C'est cette monstrueuse normalité du monstre qui doit nos alerter et nous faire craindre le pire pour demain. Les mêmes qui ont tué ce jeune homme auront leurs pairs qui vont tuer un Kabyle pour se venger. Et ainsi de suite. Jusqu'à atteindre le but ultime : devenir des cendres et épouser des vents. L'auteur l'avait écrit il y a une semaine : la Kabylie et les incendies qui ont touché la Kabylie et d'autres wilayas révèlent en nous le sublime et le monstrueux. C'était une journée avant le meurtre et le lynchage de Djamel Bensmaïl.
Aujourd'hui, ce meurtre risque d'effacer ses traces en nous, la possibilité monstrueuse en chacun à cause d'une culture de la colère et de la haine, perpétuer la déresponsabilisation individuelle sous le prétexte de la responsabilité de l'Autre, du Régime, de nous aveugler sur l'énorme solidarité qui raviva la racine de ce pays et sa grandeur face à la tragédie, les camions d'aides, les bénévolats admirables. Cette formidable solidarité qui allait couper l'herbe sous le pied des séparatistes en Kabylie et des "racistes" contre la Kabylie. Cet élan qui allait faire oublier le monstre au profit de l'ange et qui trébucha, mais sans tomber.Le tragédie et son revers d'honneur. Le meurtre qui prouve que le monstre existe, mais aussi qui permet d'entrevoir l'abime et ce qu'on perdrait tous à l'imiter, le perpétuer, le suivre et le reproduire. Un pays devient si facilement, si rapidement SDF. Le revers d'une terre est l'errance et la mendicité internationale. Et alors, on aura tous gagné en perdant tout. Cette semaine révéla en nous le noble et le triste.

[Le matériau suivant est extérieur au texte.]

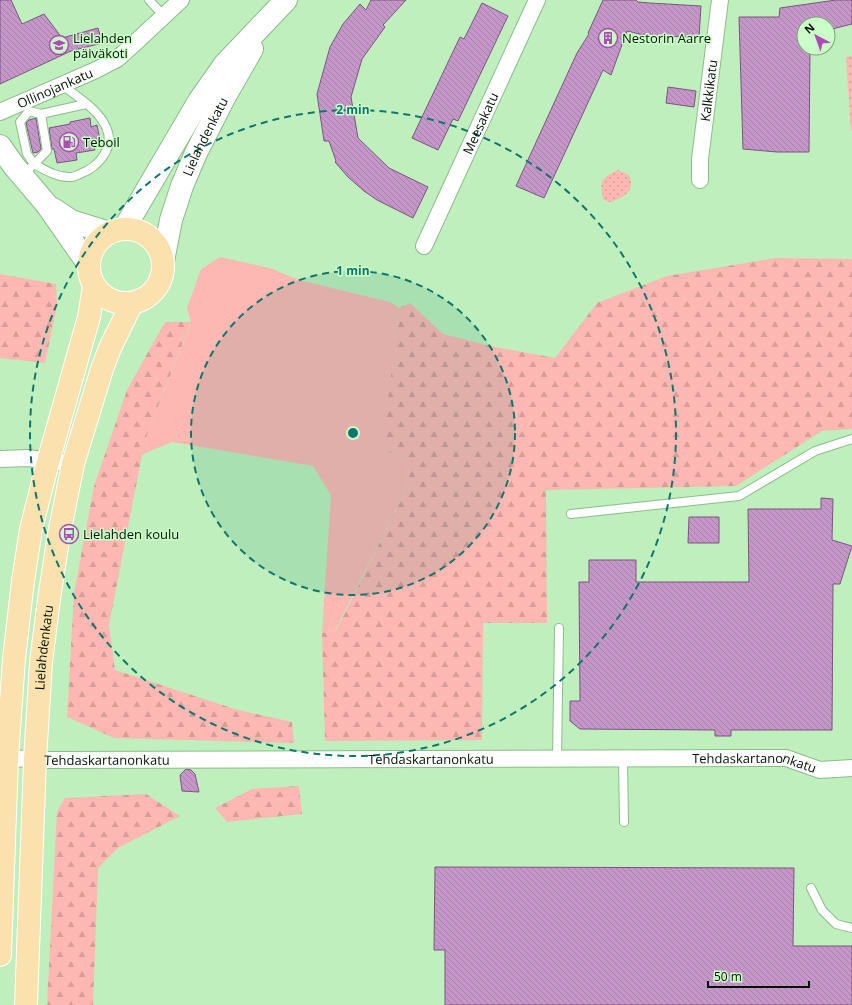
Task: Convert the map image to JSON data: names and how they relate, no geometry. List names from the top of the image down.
{
  "streets": {
    "main road": ["Lielahdenkatu"],
    "street": [
      "Ollinojankatu",
      "Kalkkikatu",
      "Meesakatu",
      "Tehdaskartanonkatu"
    ]
  },
  "crossings": [
    ["Lielahdenkatu", "Tehdaskartanonkatu"]
  ],
  "places": {
    "building": ["Nestorin Aarre"],
    "school or university": ["Lielahden päiväkoti"],
    "fuel station": ["Teboil"],
    "bus stop": ["Lielahden koulu"]
  },
  "scale_bar": "50 m",
  "north": "top left",
  "rings": ["2 min", "1 min"]
}
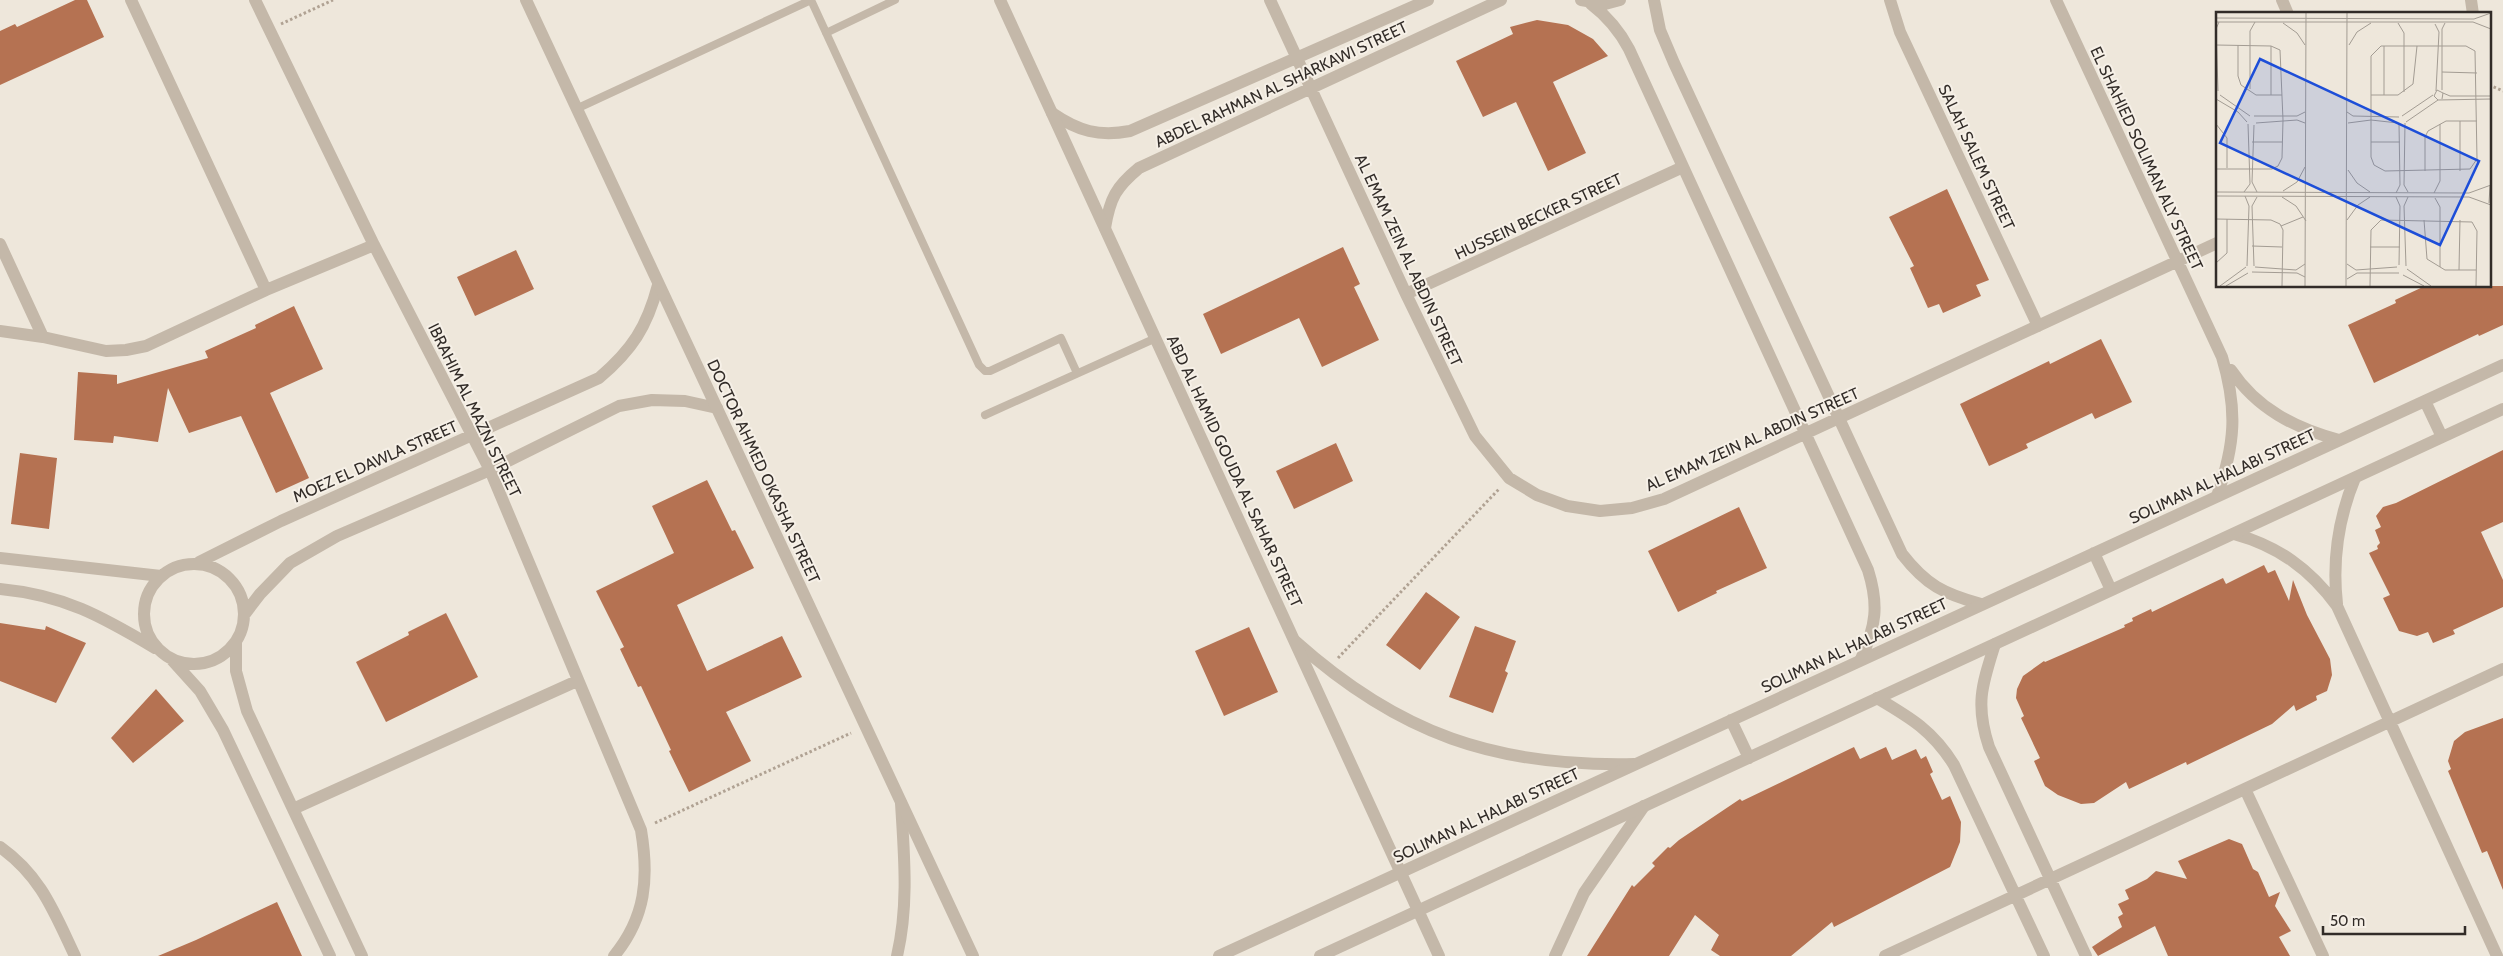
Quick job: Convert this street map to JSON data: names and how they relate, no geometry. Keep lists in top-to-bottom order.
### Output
{
  "streets": {
    "street": [
      "ABDEL RAHMAN AL SHARKAWI STREET",
      "SALAH SALEM STREET",
      "EL SHAHIED SOLIMAN ALY STREET",
      "HUSSEIN BECKER STREET",
      "AL EMAM ZEIN AL ABDIN STREET",
      "IBRAHIM AL MAZNI STREET",
      "MOEZ EL DAWLA STREET",
      "DOCTOR AHMED OKASHA STREET",
      "ABD AL HAMID GOUDA AL SAHAR STREET",
      "SOLIMAN AL HALABI STREET"
    ]
  },
  "crossings": [
    ["ABDEL RAHMAN AL SHARKAWI STREET", "AL EMAM ZEIN AL ABDIN STREET"],
    ["ABDEL RAHMAN AL SHARKAWI STREET", "ABD AL HAMID GOUDA AL SAHAR STREET"],
    ["SALAH SALEM STREET", "AL EMAM ZEIN AL ABDIN STREET"],
    ["EL SHAHIED SOLIMAN ALY STREET", "AL EMAM ZEIN AL ABDIN STREET"],
    ["EL SHAHIED SOLIMAN ALY STREET", "SOLIMAN AL HALABI STREET"],
    ["HUSSEIN BECKER STREET", "AL EMAM ZEIN AL ABDIN STREET"],
    ["IBRAHIM AL MAZNI STREET", "MOEZ EL DAWLA STREET"],
    ["MOEZ EL DAWLA STREET", "DOCTOR AHMED OKASHA STREET"],
    ["ABD AL HAMID GOUDA AL SAHAR STREET", "SOLIMAN AL HALABI STREET"]
  ],
  "scale_bar": "50 m"
}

Elle offrit à voir (insoutenables images) le lynchage, mais aussi à entendre les paroles incroyables du père de la victime. Les deux minutes à imaginer les derniers instants du jeune Djamel Bensmaïl dans ce fourgon, à l'instant où il tanguait sous l'effort des monstres qui tentaient d'y accéder ; et le visage ferme, doux, muet du père qui est venu sur le lieu de la mort et de la calcination pardonner, raviver le vivant, recoudre une terre. On aura vécu les appels à tuer "le Kabyle", lancés à visage découvert sur Tiktok et les appels à la raison, à déconstruire les discours de haine et l'instigation à la grandeur, à visage découvert aussi, sur les Réseaux sociaux.
Voilà. C'est la direction de l'avenir : penser cette normalité des monstres qui est la nôtre, pour chacun, sous mille visages, embusquée dans les gestes de notre quotidienneté, la rejeter sur l'autre, tuer et assassiner, brûler et se venger. Ou admettre que cette monstruosité est le choix de chacun, sans y mêler ses théories, ses règlements de comptes politiques, ses faiblesses, ses lâchetés ou ses ruses, ses projets de conquête de Pouvoirs ou ses projets pour le garder comme un manteau éternel.
Car ce meurtre nous révèle et nous confond. Car à trop vouloir se faire victime, on se fait un jour bourreau. Et à trop vouloir nier la réalité, on tue la lucidité qui, un jour, tuera l'un de nos enfants, de la plus atroce des manières. La même. Paix à l'âme de Djamel Bensmaïl. Cette paix de l'âme qui nous manque tant désormais.